HTML template for your submission

For grading, we need some uniformity among submissions, so you must use this template to collect your results as you work through the lab:

<html>
<title> Your netid, your name </title>
<body>
<h3> Your netid, your name </h3>
  Any comments that you would like to make about the lab,
  including troubles you had, things that were interesting,
  and ways we could make it better.
<h3>Part 1</h3>
<h3>Part 2</h3>
<h3>Part 3</h3>
<h3>Part 4</h3>
<h3>Part 5</h3>
<h3>Part 6</h3>
</body>
</html>

Put a copy of this in a file called lab6.html and as you work through the lab, fill in each part with what we ask for, using HTML tags like the ones that you learned in the first few labs.

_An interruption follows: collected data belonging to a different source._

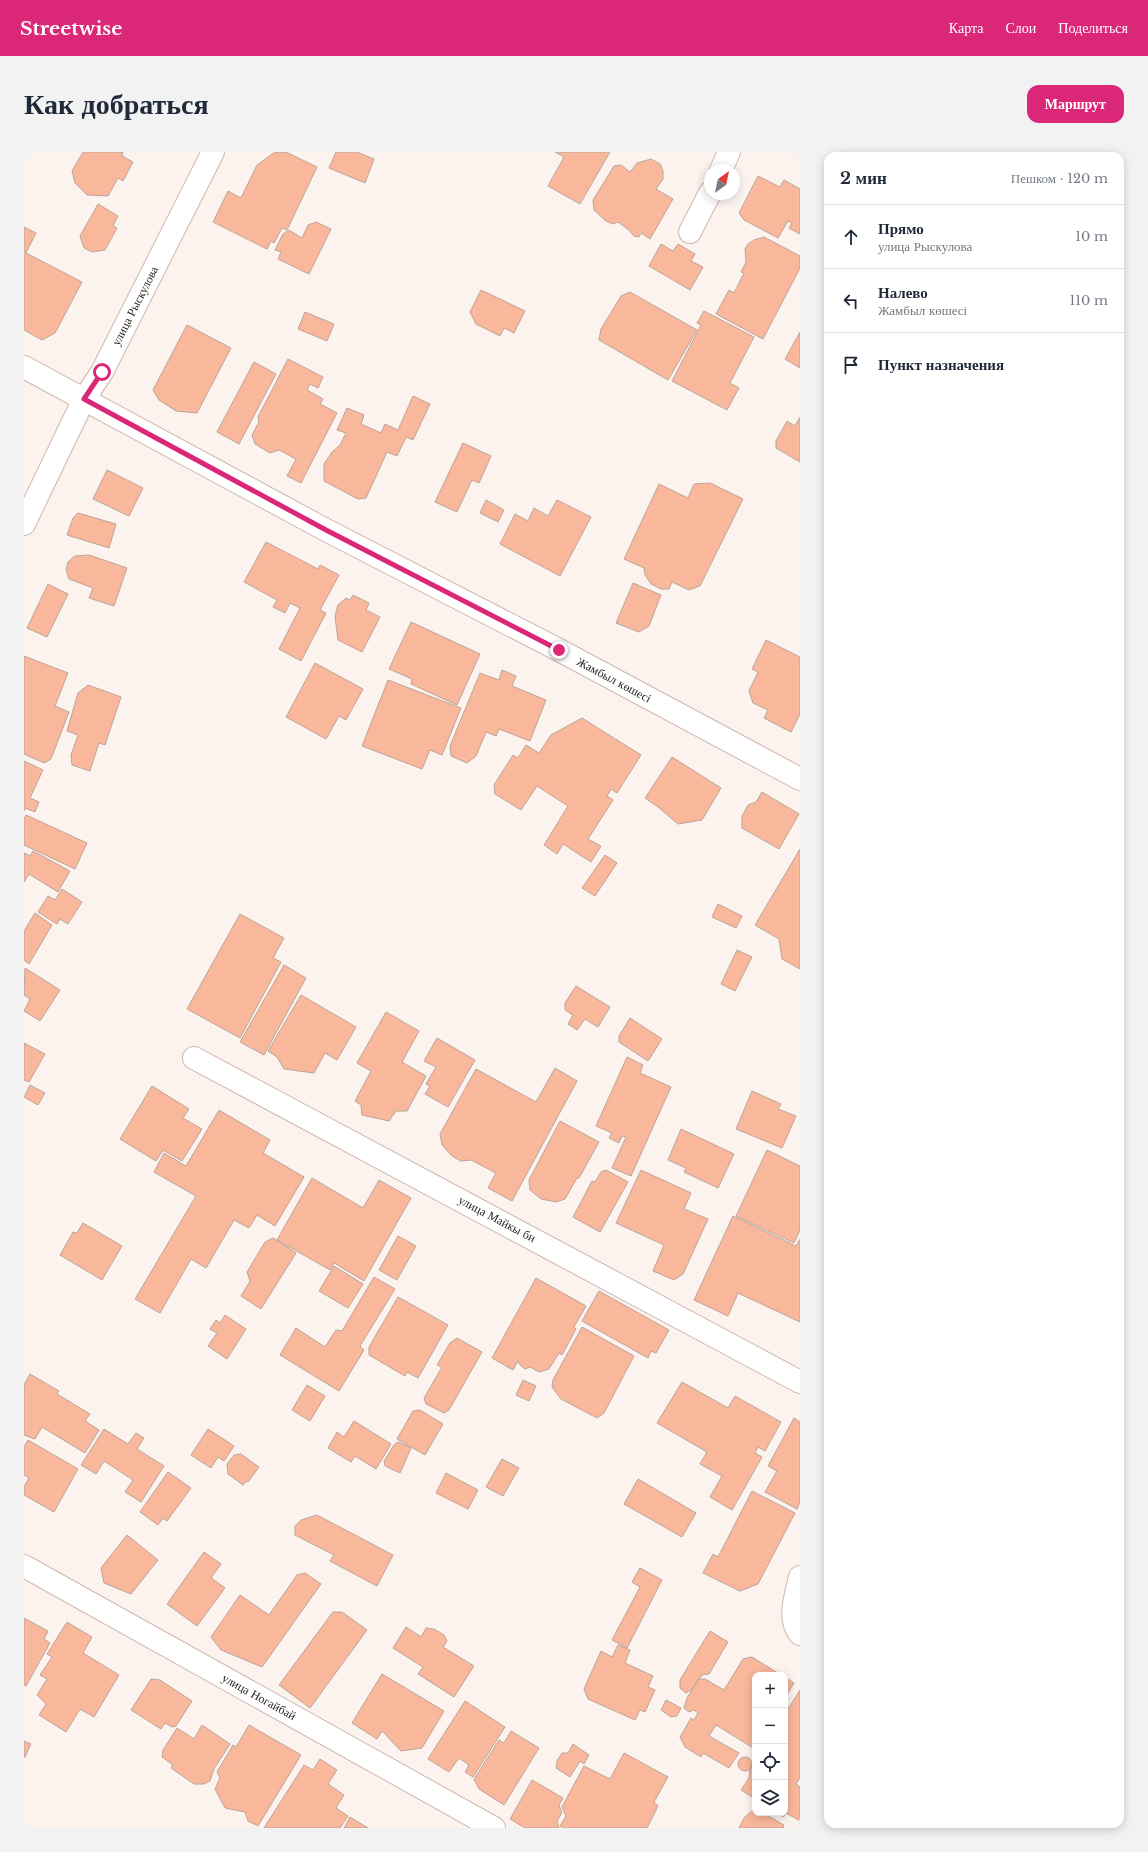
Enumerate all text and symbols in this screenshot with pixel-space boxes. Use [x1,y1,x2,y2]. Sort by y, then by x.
text: Streetwise [20,17,122,40]
text: Карта [949,19,983,37]
text: Слои [1005,19,1036,37]
text: Поделиться [1058,19,1128,37]
button: Маршрут [1027,85,1124,123]
text: Как добраться [24,87,209,122]
north arrow [704,164,740,200]
text: 2 мин [840,168,887,189]
text: Пешком · 120 m [1011,170,1108,187]
text: Прямо [878,219,924,238]
icon: ahead [840,226,862,248]
text: 10 m [1075,228,1108,245]
text: улица Рыскулова [878,238,972,255]
street label: улица Рыскулова [108,263,161,348]
text: Налево [878,283,928,302]
icon: left [840,290,862,312]
text: 110 m [1069,292,1108,309]
text: Жамбыл көшесі [878,302,967,319]
icon: arrive [840,354,862,376]
text: Пункт назначения [878,355,1004,374]
route start [93,363,111,381]
route end [550,641,568,659]
street label: Жамбыл көшесі [574,654,655,706]
street label: улица Майкы би [456,1192,539,1245]
street label: улица Ногайбай [220,1670,299,1723]
map controls [752,1672,788,1816]
button: + [752,1672,788,1708]
button: − [752,1708,788,1744]
button: locate [752,1744,788,1780]
button: layers [752,1780,788,1816]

Part 1: Word Trends and N-grams

The Google Books project has scanned millions of books from libraries all over the world. As the books were scanned, Google used optical character recognition on the scanned material to convert it into plain text that can be readily searched and used for language studies.

Google itself provides a web-based tool, the Google Books Ngram Viewer, that shows how often words and phrases have been used in a variety of corpora. (An n-gram is just a phrase of n words that occur in sequence.)

Word usage over time is often revealing and interesting. For example, the graph of "harvard, princeton, yale" shows that "Harvard" occurred much more often than "Yale", which in turn was much more frequent than "Princeton" in the overall corpus. (Sorry, Princeton students, but that's the way it is.) One also wonders why the peak of interest in Harvard and Yale in 1945 to the early 1960s.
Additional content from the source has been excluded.